Frequently Asked Questions

Will gold and silver actually be useful in a collapse scenario?

In most economic disruption scenarios (currency devaluation, high inflation, banking instability), yes — precious metals have historically preserved purchasing power and been exchangeable. In a true societal collapse scenario (no functioning government or economy), metals have much less utility because there's no stable reference point for value exchange and practical goods become the primary medium. Most realistic crisis scenarios are economic disruption, not collapse — metals are relevant there.

How much of my savings should be in precious metals?

Financial advisors typically suggest 5-10% of an investment portfolio in metals as a hedge. Preppers often go higher — some advocate 20-30% — on the basis that emergency scenarios are more likely than standard financial planning assumes. The right number depends on your threat assessment and financial situation.
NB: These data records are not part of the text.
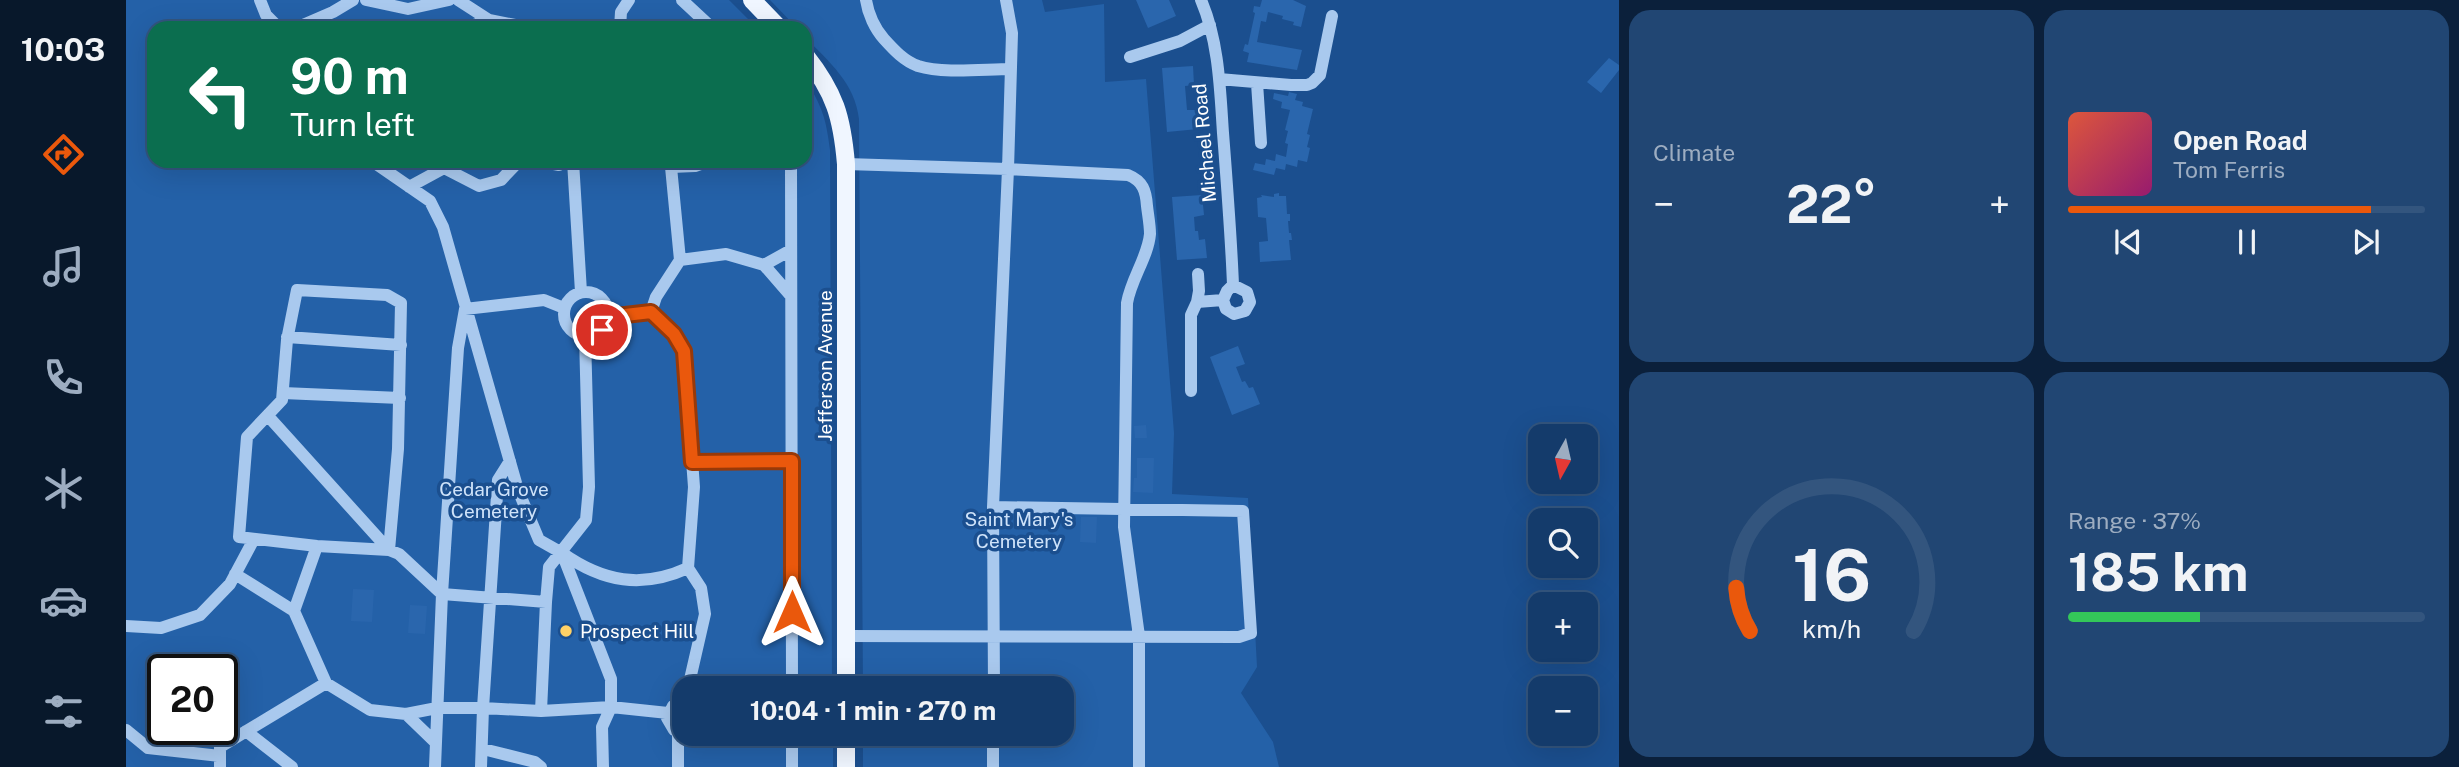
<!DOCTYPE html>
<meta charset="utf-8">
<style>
:root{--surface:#143b6b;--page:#214673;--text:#f1f3f6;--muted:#9dadc1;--line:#33557e;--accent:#ea580c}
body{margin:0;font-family:"Public Sans",sans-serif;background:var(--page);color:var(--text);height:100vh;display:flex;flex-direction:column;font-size:26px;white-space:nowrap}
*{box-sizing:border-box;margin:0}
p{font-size:23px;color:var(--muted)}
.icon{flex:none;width:38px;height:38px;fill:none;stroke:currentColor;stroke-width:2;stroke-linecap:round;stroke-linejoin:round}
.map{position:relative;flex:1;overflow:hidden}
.details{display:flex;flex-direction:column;gap:10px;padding:10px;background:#0b203b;width:840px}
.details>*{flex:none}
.guide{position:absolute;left:21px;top:21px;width:665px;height:147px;border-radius:21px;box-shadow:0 7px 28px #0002,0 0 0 2px var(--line);background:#0b6e4f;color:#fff;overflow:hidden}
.needle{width:46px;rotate:188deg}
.fabs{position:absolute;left:1402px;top:424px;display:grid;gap:14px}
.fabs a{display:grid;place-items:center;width:70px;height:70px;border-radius:14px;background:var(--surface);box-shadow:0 7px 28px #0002,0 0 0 2px var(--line);font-size:35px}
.speed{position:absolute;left:21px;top:654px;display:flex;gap:14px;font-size:35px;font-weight:700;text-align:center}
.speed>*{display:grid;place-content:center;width:91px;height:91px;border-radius:50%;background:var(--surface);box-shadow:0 7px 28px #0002,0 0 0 2px var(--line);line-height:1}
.speed .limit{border:4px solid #111;border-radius:10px;background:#fff;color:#111}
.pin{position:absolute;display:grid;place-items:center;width:60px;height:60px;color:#fff;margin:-30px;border:4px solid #fff;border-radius:50%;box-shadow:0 2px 7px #0007}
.me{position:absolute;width:77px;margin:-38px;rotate:0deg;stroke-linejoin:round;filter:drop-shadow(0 0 5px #0008)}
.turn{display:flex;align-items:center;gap:24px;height:147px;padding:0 28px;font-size:32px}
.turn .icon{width:91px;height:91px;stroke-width:2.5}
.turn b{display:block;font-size:49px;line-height:60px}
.big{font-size:52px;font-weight:700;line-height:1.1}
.details .card{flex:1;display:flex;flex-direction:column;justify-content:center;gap:10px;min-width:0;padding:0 24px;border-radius:21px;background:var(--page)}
.details .dial{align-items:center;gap:0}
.dial svg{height:182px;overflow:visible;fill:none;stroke:var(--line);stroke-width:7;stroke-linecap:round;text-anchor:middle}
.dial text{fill:var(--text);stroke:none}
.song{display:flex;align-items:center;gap:21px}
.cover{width:84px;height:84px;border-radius:10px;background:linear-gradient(135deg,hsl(10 70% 55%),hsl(320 70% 35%))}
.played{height:7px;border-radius:4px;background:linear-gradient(90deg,var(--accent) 85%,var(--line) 85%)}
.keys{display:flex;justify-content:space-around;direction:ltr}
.heat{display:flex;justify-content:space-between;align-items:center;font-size:38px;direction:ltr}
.charge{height:10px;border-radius:5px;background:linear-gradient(90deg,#34c759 37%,var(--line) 0)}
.details .tiles{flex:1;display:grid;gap:10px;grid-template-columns:repeat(2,1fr)}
.trip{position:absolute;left:546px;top:676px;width:402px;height:70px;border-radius:21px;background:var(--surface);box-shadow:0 7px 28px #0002,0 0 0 2px var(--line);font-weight:700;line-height:70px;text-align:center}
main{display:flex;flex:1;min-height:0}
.dock{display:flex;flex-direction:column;width:126px;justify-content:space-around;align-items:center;background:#08182b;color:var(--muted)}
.dock .icon{width:49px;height:49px}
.dock .selected{color:var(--accent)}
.dock b{font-size:32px;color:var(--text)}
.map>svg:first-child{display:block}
.green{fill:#2461a8;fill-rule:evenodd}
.building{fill:#2a66ad}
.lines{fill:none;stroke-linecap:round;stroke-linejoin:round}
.minor{stroke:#a9c9ee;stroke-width:12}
.major{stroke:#f0f6ff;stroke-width:18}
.route-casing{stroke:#983908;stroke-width:18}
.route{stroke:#ea580c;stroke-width:12}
.poi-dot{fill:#ffd166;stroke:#1b4f8f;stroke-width:2.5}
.labels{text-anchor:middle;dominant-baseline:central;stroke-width:7;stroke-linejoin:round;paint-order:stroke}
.street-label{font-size:19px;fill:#fff;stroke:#1b4f8f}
.park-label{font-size:19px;fill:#cfe3fa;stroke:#1b4f8f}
.poi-label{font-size:19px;fill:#fff;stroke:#1b4f8f;text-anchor:start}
</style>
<main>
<nav class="dock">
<b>10:03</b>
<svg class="icon selected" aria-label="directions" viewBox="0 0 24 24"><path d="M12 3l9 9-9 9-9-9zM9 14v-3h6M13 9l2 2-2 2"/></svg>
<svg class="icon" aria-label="music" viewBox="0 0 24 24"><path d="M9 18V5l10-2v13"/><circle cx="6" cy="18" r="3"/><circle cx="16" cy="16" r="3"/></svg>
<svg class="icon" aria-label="phone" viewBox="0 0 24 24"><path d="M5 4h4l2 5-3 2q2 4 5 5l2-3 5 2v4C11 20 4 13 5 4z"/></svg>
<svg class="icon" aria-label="climate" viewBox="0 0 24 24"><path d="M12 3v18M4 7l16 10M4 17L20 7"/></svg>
<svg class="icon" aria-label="car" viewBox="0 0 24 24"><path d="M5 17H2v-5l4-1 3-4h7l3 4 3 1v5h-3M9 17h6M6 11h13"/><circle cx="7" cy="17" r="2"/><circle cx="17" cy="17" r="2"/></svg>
<svg class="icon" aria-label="filters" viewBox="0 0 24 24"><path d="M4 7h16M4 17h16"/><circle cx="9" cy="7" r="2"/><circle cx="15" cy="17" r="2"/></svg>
</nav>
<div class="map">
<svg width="1493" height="767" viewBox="0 0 1493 767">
<rect width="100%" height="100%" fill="#1b4f8f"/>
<!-- green -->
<path class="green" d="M0,0H603L631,28H28V161H679V79C696,106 700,118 704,150L706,688H558V733H707V767H0ZM37,670H96V730H37Z
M644,0H916L919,12L978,4L979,82L1020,79L1048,433L1046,494L1122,498L1131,667L1115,693L1147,742L1153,767H737V733H936V688H737L733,119C729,83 703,62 679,37V28H671Z"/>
<!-- building -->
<path class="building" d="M1010,0H1043L1050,16L1022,28Z
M1136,0H1167L1180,6L1175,27L1167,25L1168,22L1156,19L1157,16L1142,12L1140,22L1135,21L1131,42L1176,50L1171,70L1121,62L1123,53L1117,51L1119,44L1122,45L1129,13L1127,12L1128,6L1134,7Z
M1483,58L1493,65V70L1475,93L1461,82Z
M1067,66L1068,85L1059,86L1061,110H1070L1072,129L1041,132L1036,68Z
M1163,92L1171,94L1169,100L1177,102L1176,106L1187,109L1181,134L1184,135L1181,147L1184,148L1181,162L1172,160L1171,167L1160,164L1159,170L1150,168L1148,175L1127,170L1129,163L1139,165L1140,159L1149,161L1150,154L1160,157L1162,144L1159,143L1162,131L1159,130L1164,110L1155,108L1156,102L1147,99L1148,93L1162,96Z
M1153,193V196H1160L1161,214H1164V221H1162L1163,233H1165L1166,240H1163L1165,260L1134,262L1133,242L1142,241L1140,218L1132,217L1131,198L1136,197L1135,195L1148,197V194Z
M1076,195L1078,215L1068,217L1069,231H1072L1073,240L1079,239L1081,258L1051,260L1046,197Z
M1112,346L1119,364L1110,367L1116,382L1119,381L1123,388L1127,387L1134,404L1106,415L1084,357Z
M1020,425L1021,438H1009L1008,426Z
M1011,458H1028L1027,493L1007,492L1008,478H1011Z
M955,517H971L970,543L954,542Z
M227,589L248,590L246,622L225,621Z
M284,605L301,606L299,634L282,633Z"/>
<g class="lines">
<!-- minor -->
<path class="minor" d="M134,0L140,15L153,28
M240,0L282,9L323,0
M332,0L363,20L405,28
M556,0L586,28
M740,0C742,14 749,29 758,39C768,50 778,61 792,66C818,74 858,69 885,69
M880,0L886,33L882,169L1002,175C1017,181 1020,191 1021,206C1022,215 1024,225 1024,234C1022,257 1005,279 1001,303L998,527L1013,636V767
M1075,0C1093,42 1094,89 1097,133C1101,184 1105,235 1107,285L1101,291L1097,300L1100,309L1108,314L1119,311L1124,302L1121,292L1107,285
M170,28L207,12L227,0
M339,28L363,20
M494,28L495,12L503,0
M1004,57L1054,41L1084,25
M1093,79L1165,85H1181L1186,83L1194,75L1206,16
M1131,83L1135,143
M246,161L304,201L317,227L392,490L413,540L436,553L485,679V707L476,727L477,767
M316,161L318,168L353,186L375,180L393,161
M413,161L433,165L440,161
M447,161L455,292
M665,161L666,688
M543,162L545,167L569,166L583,161
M720,164L882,169L867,507L868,688
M283,187L318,168
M554,260L600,254L638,265L665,296
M638,265L665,250
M438 314a22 22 0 1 1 44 0a22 22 0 1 1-44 0Z
M1071,302L1073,291L1072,274
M525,312L530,297L554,260L545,167
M482,317L525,312L548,334L558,351L568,487L562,568L575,588L579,614L562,688
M161,337L275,345
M1065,391V315L1071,302L1097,300
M157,393L274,398
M142,416L263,550
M566,462L666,461
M263,550L191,546L113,537L121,437L156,400L161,340L171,290L261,295L275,303L272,449L263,550L273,554L316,594L332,348L339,309L418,300L438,308
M436,553C477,582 516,589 562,568
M109,574L168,611L200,683
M420,602L423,567L460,520L463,487L459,336
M168,611L191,546
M0,626L35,628L74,615L104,584L128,539
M720,636L1113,637L1125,633L1117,511L867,507
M558,702L547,706L541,718L548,730L559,733
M415,711L485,707L542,713
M0,730L22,748L94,756
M120,731L166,767
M552,733V767
M666,733V767
M310,743L280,714L311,708H357L372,480L384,461
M357,749L409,762L415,767
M94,767V747L200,683L244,710L280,714
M309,767L316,594L420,602L415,711L357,708L355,767
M867,767V733"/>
<!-- major -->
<path class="major" d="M626,0L653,28
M679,55C709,93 716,117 720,164V688
M720,733V767"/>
</g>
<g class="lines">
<defs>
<path id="route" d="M476,330L482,317L525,312L548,334L558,351L566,462L666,461V612"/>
</defs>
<!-- route casing -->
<use href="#route" class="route-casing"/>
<!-- route -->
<use href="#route" class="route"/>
</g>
<!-- markers -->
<circle class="poi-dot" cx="440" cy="631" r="7"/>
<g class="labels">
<!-- street labels -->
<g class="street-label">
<text transform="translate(1078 143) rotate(-95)">Michael Road</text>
<text transform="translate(699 366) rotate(-90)">Jefferson Avenue</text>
</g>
<!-- park labels -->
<g class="park-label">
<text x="368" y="489">Cedar Grove<tspan x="368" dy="22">Cemetery</tspan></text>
<text x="893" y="519">Saint Mary's<tspan x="893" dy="22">Cemetery</tspan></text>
</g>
<!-- poi labels -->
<g class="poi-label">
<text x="454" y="631">Prospect Hill</text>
</g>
</g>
</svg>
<div class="fabs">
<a><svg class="needle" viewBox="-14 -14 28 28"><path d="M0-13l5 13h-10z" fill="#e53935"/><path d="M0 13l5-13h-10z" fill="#9dadc1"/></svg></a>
<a><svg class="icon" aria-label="search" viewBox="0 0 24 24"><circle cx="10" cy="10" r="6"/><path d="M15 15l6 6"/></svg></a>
<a>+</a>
<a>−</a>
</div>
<div class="speed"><div class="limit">20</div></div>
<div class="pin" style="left:476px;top:330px;background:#d93025"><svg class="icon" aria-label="arrive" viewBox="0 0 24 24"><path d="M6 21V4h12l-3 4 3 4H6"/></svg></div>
<svg class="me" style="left:666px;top:612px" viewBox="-20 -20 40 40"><path d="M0-17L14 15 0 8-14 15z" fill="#ea580c" stroke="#fff" stroke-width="4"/></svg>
<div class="trip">10:04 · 1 min · 270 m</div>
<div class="guide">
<div class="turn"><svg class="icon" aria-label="left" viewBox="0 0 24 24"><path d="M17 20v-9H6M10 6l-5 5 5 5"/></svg><div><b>90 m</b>Turn left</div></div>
</div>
</div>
<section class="details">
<div class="tiles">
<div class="card"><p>Climate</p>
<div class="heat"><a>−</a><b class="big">22°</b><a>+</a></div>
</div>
<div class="card">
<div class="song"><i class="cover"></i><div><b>Open Road</b><p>Tom Ferris</p></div></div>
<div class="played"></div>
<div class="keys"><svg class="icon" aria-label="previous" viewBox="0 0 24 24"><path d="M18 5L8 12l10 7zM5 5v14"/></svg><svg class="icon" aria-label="pause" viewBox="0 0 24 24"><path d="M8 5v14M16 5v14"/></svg><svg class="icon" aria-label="next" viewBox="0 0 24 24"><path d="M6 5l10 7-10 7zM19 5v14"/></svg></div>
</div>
<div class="card dial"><svg viewBox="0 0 100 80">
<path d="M14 69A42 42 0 1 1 86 69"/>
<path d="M14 69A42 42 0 0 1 8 50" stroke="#ea580c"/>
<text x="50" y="56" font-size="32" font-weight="700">16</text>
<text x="50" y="72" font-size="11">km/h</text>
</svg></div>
<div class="card"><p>Range · 37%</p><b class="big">185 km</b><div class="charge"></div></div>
</div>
</section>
</main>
Metals are not an investment for growth — they're insurance against specific failure modes.

Should I buy metals at current prices or wait?

The answer to 'should I wait to buy insurance?' is almost always no. You don't wait for a better price on fire insurance before insuring your house. Build your metals position gradually — a consistent monthly purchase regardless of price is the standard approach. This is called dollar-cost averaging and it removes the price-timing risk.